Je repartais à la découverte de ce cahier qui, je ne savais pourquoi, m'intriguait. Je commencer à lire la première page. Il semblait que ce soit une espèce de journal intime. J'hésitais, je ne devrais pas le lire alors. Pourtant, quelques mots attirèrent mon attention et je commençais alors à lire la première page. A la fin, je restais statufié sur le canapé. Le gars qui a écrit ça m'a l'air vraiment dérangé… et en même temps complètement apeuré. C'est vraiment bizarre. Alors, poussé par la curiosité je continue ma lecture et au fur et à mesure que les lignes défilent, je me sens blanchir. Ce gars est… un meurtrier. Je n'arrive pas à croire que ce cahier soit ici, dans ce studio, entre mes mains… Et pourtant. Et pourtant en même temps ce gars est effrayé par ce qu'il fait. Et le pire c'est qu'il n'a pas l'air de s'en souvenir. C'est alors que je comprends. Ces meurtres dont on entend parler depuis quelques temps. C'est lui. Lui. Je viens de finir la seconde page. Et… Il… faisait parti du groupe. Il parle de Reita. Au moins, je sais que ce n'est pas lui. J'aimerais leur en parler mais si jamais c'était l'un d'eux. Mais il en manque toujours un. Je trouve de plus en plus étrange qu'il ne soit pas encore arrivé. Prenant mon courage à deux mains, je continue ma lecture, appréhendant les pages qui vont suivre. Mon cœur rate plusieurs battements. Ce pauvre gars était apparemment la proie d'une double personnalité, à n'en pas douter. C'est horrible. Il y a même des passages où c'est le meurtrier qui écrit. Il se prénomme lui-même J.. Les réactions de l'autre, je veux dire de la personnalité principale - puisqu'à n'en pas douter le meurtrier est la seconde, pas besoin d'être psy pour le comprendre - sont absolument prenantes. Il est totalement perdu, effrayé, à tel point qu'il n'en dort plus. Je regarde la marmotte à côté de moi. Se pourrait-il que… non, c'est impossible. Il ne pourrait jamais faire ça. Mais aucun de nous ne le pourrait. Mais d'un autre côté, ce n'est pas l'un de nous mais la deuxième personnalité de l'un de nous. Je sais déjà que ce n'est pas Reita puisqu'il le mentionne et que ce n'est pas moi. J'ai peur. Peur d'apprendre la vérité. De découvrir qui c'est. Je suis déjà complètement anéanti par le fait que ce soit l'un de nous…
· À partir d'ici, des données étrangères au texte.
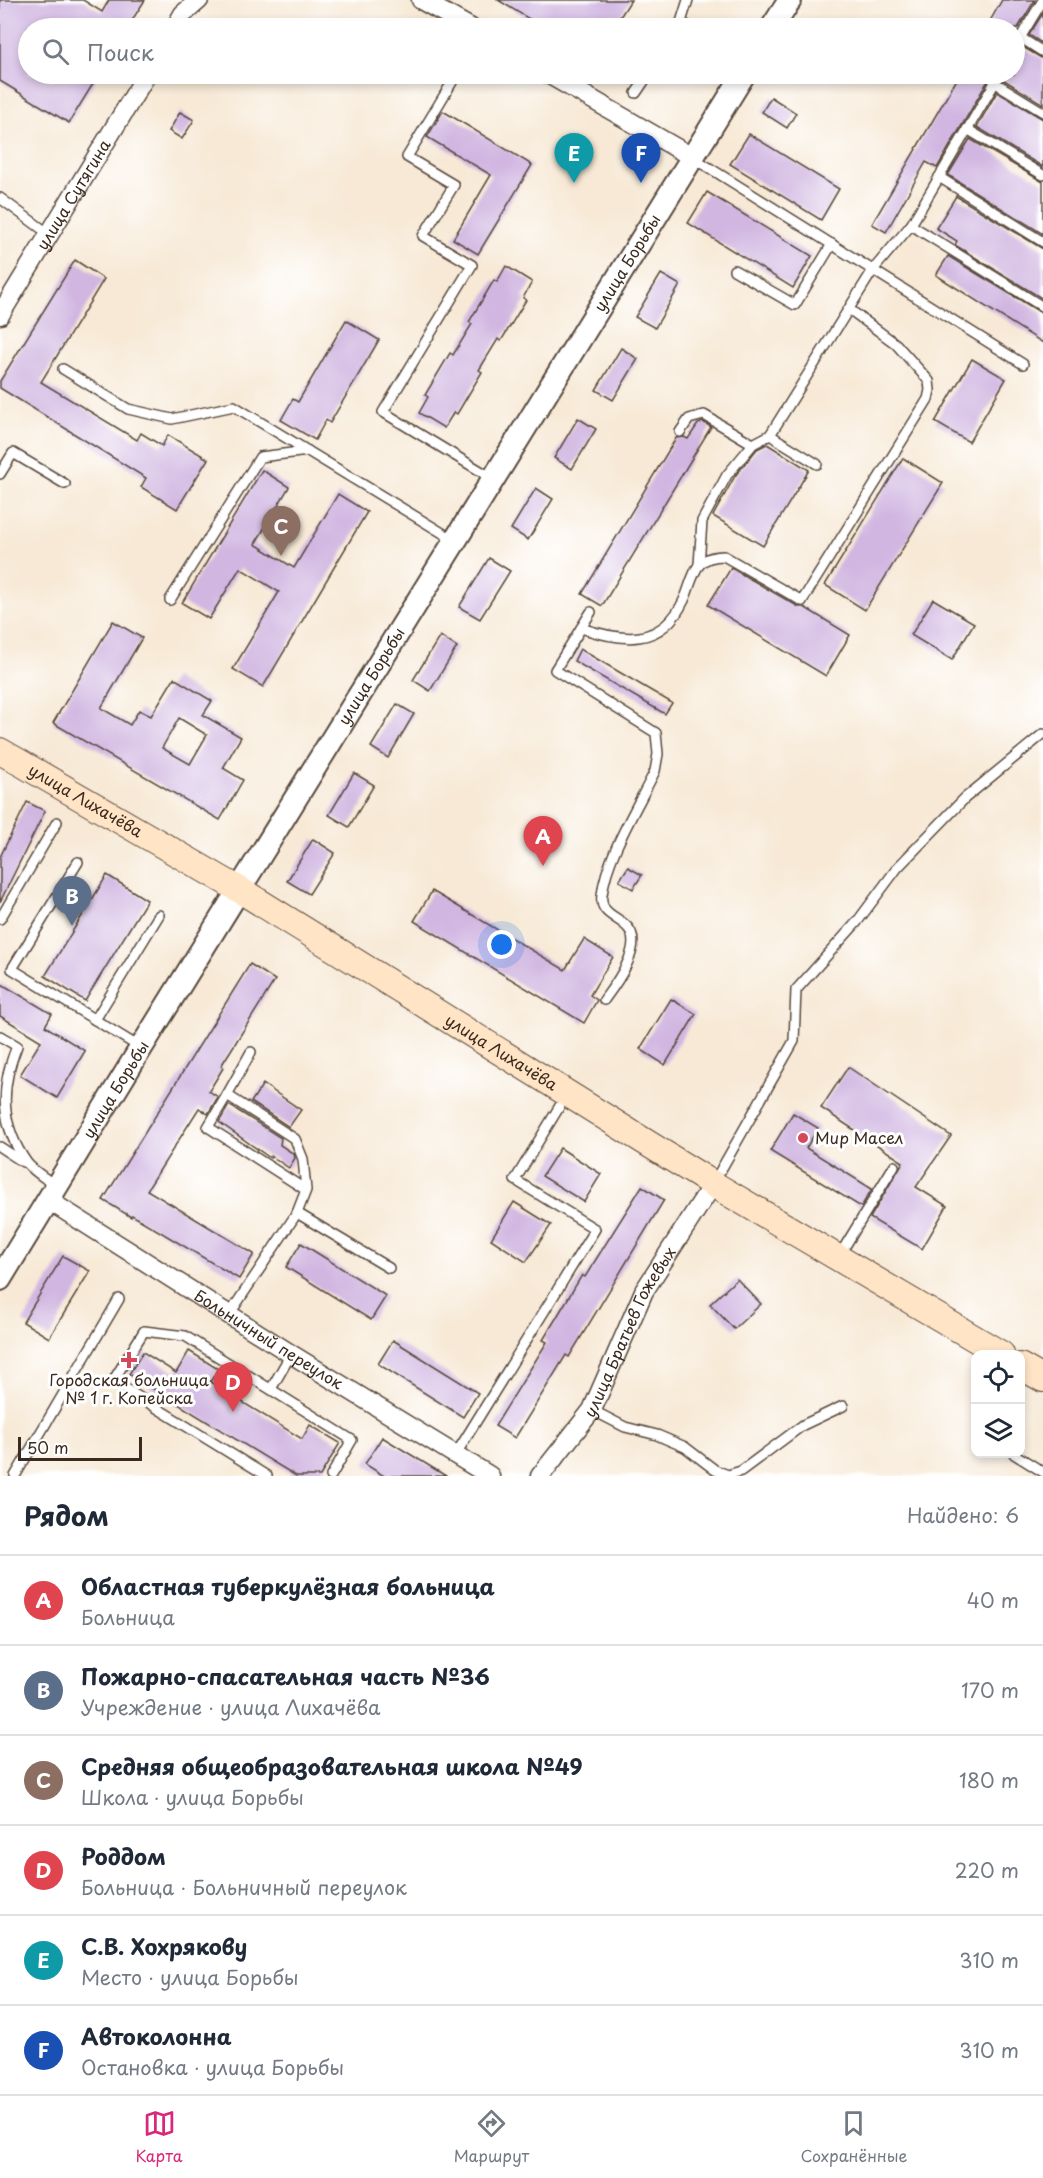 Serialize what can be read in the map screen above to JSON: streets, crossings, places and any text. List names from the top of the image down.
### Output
{
  "streets": {
    "main road": ["улица Лихачёва"],
    "street": [
      "улица Сутягина",
      "улица Борьбы",
      "улица Братьев Гожевых",
      "Больничный переулок"
    ]
  },
  "crossings": [
    ["улица Борьбы", "улица Лихачёва"],
    ["улица Борьбы", "Больничный переулок"],
    ["улица Лихачёва", "улица Братьев Гожевых"]
  ],
  "places": {
    "other": ["Мир Масел"],
    "health": ["Городская больница № 1 г. Копейска"]
  },
  "scale_bar": "50 m",
  "page": {
    "search": "Поиск",
    "pins": [
      "E",
      "F",
      "C",
      "A",
      "B",
      "D"
    ],
    "scale": "50 m",
    "heading": ["Рядом", "Найдено: 6"],
    "list": [
      {
        "mark": "A",
        "name": "Областная туберкулёзная больница",
        "note": "Больница",
        "value": "40 m"
      },
      {
        "mark": "B",
        "name": "Пожарно-спасательная часть №36",
        "note": "Учреждение · улица Лихачёва",
        "value": "170 m"
      },
      {
        "mark": "C",
        "name": "Средняя общеобразовательная школа №49",
        "note": "Школа · улица Борьбы",
        "value": "180 m"
      },
      {
        "mark": "D",
        "name": "Роддом",
        "note": "Больница · Больничный переулок",
        "value": "220 m"
      },
      {
        "mark": "E",
        "name": "С.В. Хохрякову",
        "note": "Место · улица Борьбы",
        "value": "310 m"
      },
      {
        "mark": "F",
        "name": "Автоколонна",
        "note": "Остановка · улица Борьбы",
        "value": "310 m"
      }
    ],
    "nav": ["Карта", "Маршрут", "Сохранённые"]
  }
} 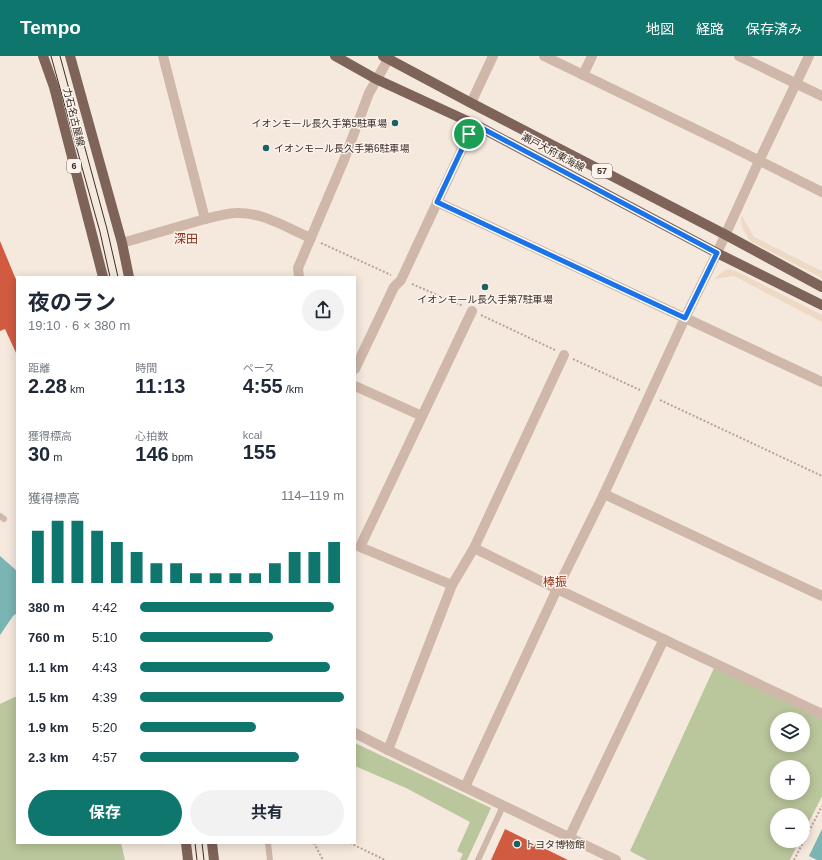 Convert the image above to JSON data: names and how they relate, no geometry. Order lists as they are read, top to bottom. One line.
{"streets":{"main road":["力石名古屋線","瀬戸大府東海線","6","57"]},"districts":["深田","棒振"],"places":["イオンモール長久手第5駐車場","イオンモール長久手第6駐車場","イオンモール長久手第7駐車場","トヨタ博物館"],"page":{"header":"Tempo","nav":["地図","経路","保存済み"],"heading":["夜のラン","19:10 · 6 × 380 m"],"stats":[["距離","2.28 km"],["時間","11:13"],["ペース","4:55 /km"],["獲得標高","30 m"],["心拍数","146 bpm"],["kcal","155"]],"chart":["獲得標高","114–119 m"],"list":[{"name":"380 m","note":"4:42"},{"name":"760 m","note":"5:10"},{"name":"1.1 km","note":"4:43"},{"name":"1.5 km","note":"4:39"},{"name":"1.9 km","note":"5:20"},{"name":"2.3 km","note":"4:57"}],"map_buttons":["+","−"],"buttons":["保存","共有"]}} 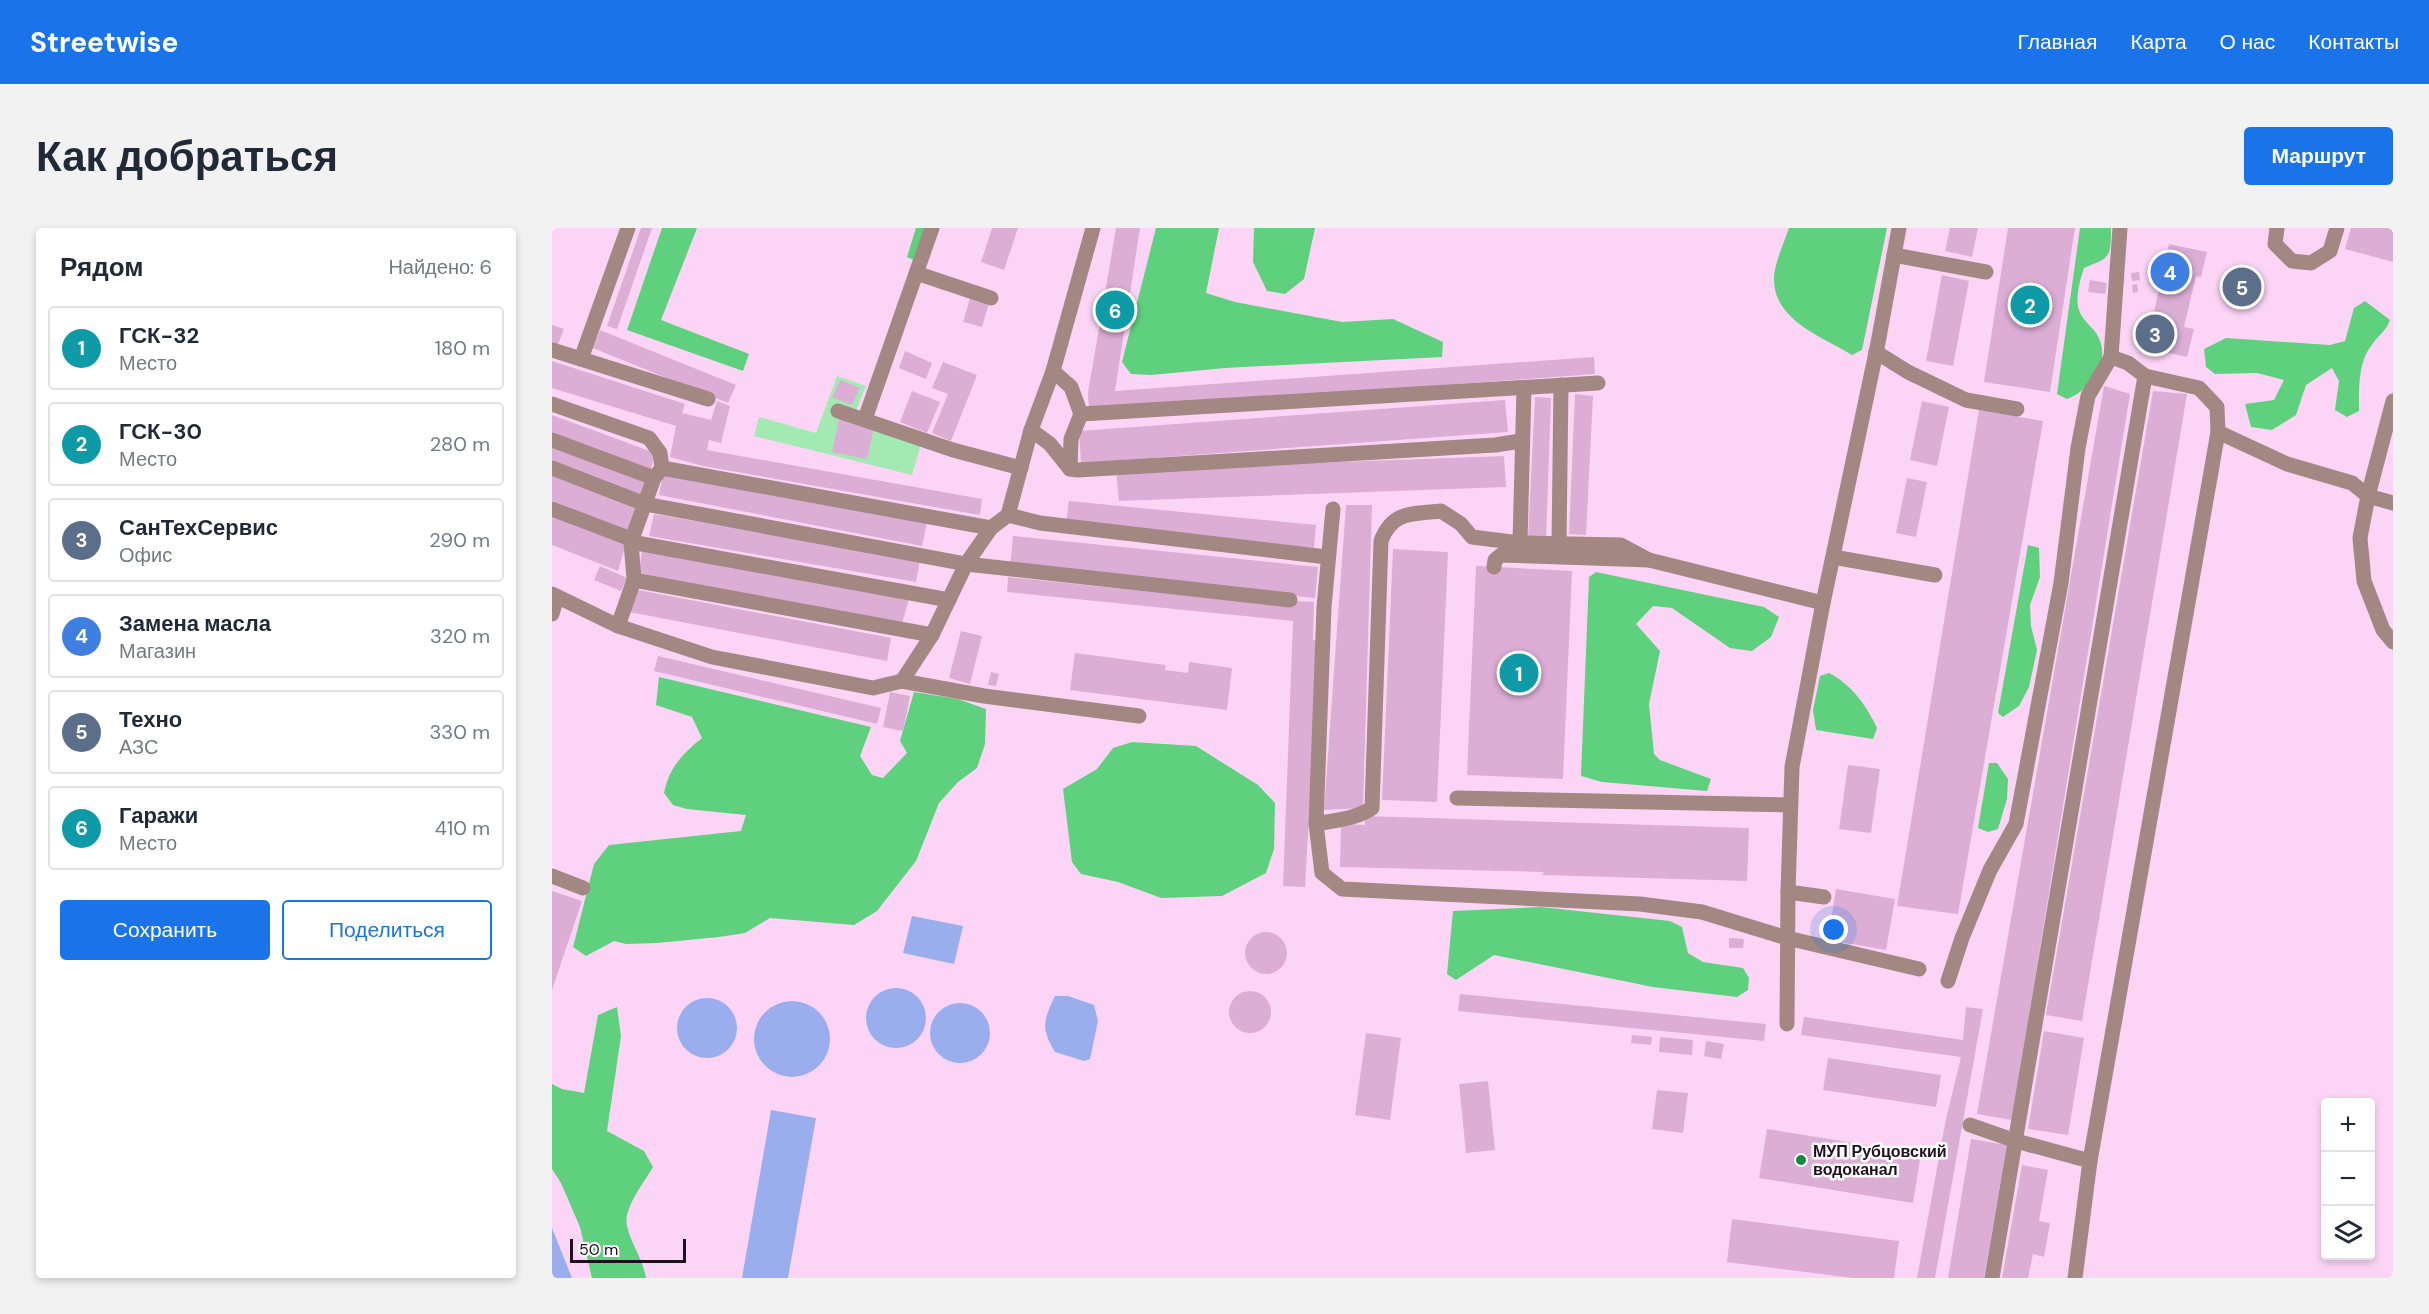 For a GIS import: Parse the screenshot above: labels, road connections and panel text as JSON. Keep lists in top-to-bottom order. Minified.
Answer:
{"places":["МУП Рубцовский водоканал"],"scale_bar":"50 m","page":{"header":"Streetwise","nav":["Главная","Карта","О нас","Контакты"],"buttons":["Маршрут",["Сохранить","Поделиться"]],"title":"Как добраться","heading":["Рядом","Найдено: 6"],"pins":["4","5","2","6","3","1"],"list":[{"mark":"1","name":"ГСК-32","note":"Место","value":"180 m"},{"mark":"2","name":"ГСК-30","note":"Место","value":"280 m"},{"mark":"3","name":"СанТехСервис","note":"Офис","value":"290 m"},{"mark":"4","name":"Замена масла","note":"Магазин","value":"320 m"},{"mark":"5","name":"Техно","note":"АЗС","value":"330 m"},{"mark":"6","name":"Гаражи","note":"Место","value":"410 m"}],"map_buttons":["+","−"],"scale":"50 m"}}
Je continue ma lecture, tout en essayant de ne rien paraître… J'arrive apparemment à la dernière page. Je suis déjà content qu'il n'y ait pas la photo dont parle le meurtrier, je ne l'aurais pas supporté, je le sais… Il parle d'une solution à son problème… Seulement, sa solution m'a l'air plutôt extrême et… Attends… Il n'y a qu'une seule personne qui n'ai pas là. Ce… non, c'est totalement, absolument, complètement, parfaitement impossible ! Pas lui ! Il est si… Je commence à paniquer intérieurement. Je vous en supplie, faîtes que ce soit une mauvais blague, un cauchemar, ce que vous voulez, mais que ce ne soit pas réel. Pas lui !
Je regarde avec appréhension la dernière page puis relève la tête pour regarder les autres. Reita est absorbé avec sa basse avec les Sex Pistols à fond dans les oreilles, Ruki, plongé dans les paroles de possibles nouvelles chansons et lui, bah il dort toujours… Il est si beau comme ça. Finalement, aucun d'eux n'a remarqué mon changement de comportement depuis que j'ai commencé ma lecture. Je reviens à la dernière page et commence la lecture. Mes yeux s'agrandissent au fur et à mesure. Jusqu'à la dernière ligne. La toute dernière. La fin de ce cahier. Et, si j'ai bien compris… La fin de sa vie…
- OH MON DIEU ! NON !!!!
Je vois tous les autres sursauter et se tourner vers moi. Même notre Belle au bois dormant s'est tourné vers moi avec un regard endormi et légèrement agacé d'avoir été réveillé. Mais je m'en fiche comme de l'an mille. Après la dernière phrase… Il y a un nom… Il a signé. Je… c'est… Pas lui ! C'est impossible !
Reita et Ruki se précipitent vers moi en voyant des larmes dévaler mes joues. Je ne m'en étais même pas rendu compte. Même notre ensommeillé s'est enfin rendu compte de ce qu'il se passait autour de lui.
- Atsu ! Qu'est-ce qu'il se passe ? Qu'est-ce qui t'arrives ? Hey ! Dis-nous ! Pourquoi tu pleures ?, s'inquiétait Reita en me tenant la main.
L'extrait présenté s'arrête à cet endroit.